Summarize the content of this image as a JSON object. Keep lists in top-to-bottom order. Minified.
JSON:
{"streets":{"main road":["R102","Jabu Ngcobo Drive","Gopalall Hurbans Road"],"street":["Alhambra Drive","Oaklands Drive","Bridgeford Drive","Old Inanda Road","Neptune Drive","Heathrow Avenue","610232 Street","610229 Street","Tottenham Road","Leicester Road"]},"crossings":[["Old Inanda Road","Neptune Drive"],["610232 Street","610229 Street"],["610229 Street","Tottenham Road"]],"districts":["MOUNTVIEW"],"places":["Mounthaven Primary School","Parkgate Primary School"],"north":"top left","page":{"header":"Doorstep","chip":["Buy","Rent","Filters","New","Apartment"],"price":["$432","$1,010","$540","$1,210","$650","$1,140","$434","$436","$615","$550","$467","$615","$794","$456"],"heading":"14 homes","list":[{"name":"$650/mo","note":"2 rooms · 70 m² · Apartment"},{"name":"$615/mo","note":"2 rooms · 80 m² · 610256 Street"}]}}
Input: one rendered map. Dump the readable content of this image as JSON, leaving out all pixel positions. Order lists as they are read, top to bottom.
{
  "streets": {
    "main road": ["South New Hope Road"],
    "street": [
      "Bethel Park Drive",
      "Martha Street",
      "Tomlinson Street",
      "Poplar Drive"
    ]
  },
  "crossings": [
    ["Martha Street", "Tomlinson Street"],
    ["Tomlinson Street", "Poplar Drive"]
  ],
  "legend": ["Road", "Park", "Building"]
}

**Action item:** Please reproduce each entry above exactly as it reads.

**Answer below:**
Summarize the content of this image as a JSON object. Keep lists in top-to-bottom order. Minified.
JSON:
{"streets":{"main road":["R102","Jabu Ngcobo Drive","Gopalall Hurbans Road"],"street":["Alhambra Drive","Oaklands Drive","Bridgeford Drive","Old Inanda Road","Neptune Drive","Heathrow Avenue","610232 Street","610229 Street","Tottenham Road","Leicester Road"]},"crossings":[["Old Inanda Road","Neptune Drive"],["610232 Street","610229 Street"],["610229 Street","Tottenham Road"]],"districts":["MOUNTVIEW"],"places":["Mounthaven Primary School","Parkgate Primary School"],"north":"top left","page":{"header":"Doorstep","chip":["Buy","Rent","Filters","New","Apartment"],"price":["$432","$1,010","$540","$1,210","$650","$1,140","$434","$436","$615","$550","$467","$615","$794","$456"],"heading":"14 homes","list":[{"name":"$650/mo","note":"2 rooms · 70 m² · Apartment"},{"name":"$615/mo","note":"2 rooms · 80 m² · 610256 Street"}]}}
Input: one rendered map. Dump the readable content of this image as JSON, leaving out all pixel positions. Order lists as they are read, top to bottom.
{
  "streets": {
    "main road": ["South New Hope Road"],
    "street": [
      "Bethel Park Drive",
      "Martha Street",
      "Tomlinson Street",
      "Poplar Drive"
    ]
  },
  "crossings": [
    ["Martha Street", "Tomlinson Street"],
    ["Tomlinson Street", "Poplar Drive"]
  ],
  "legend": ["Road", "Park", "Building"]
}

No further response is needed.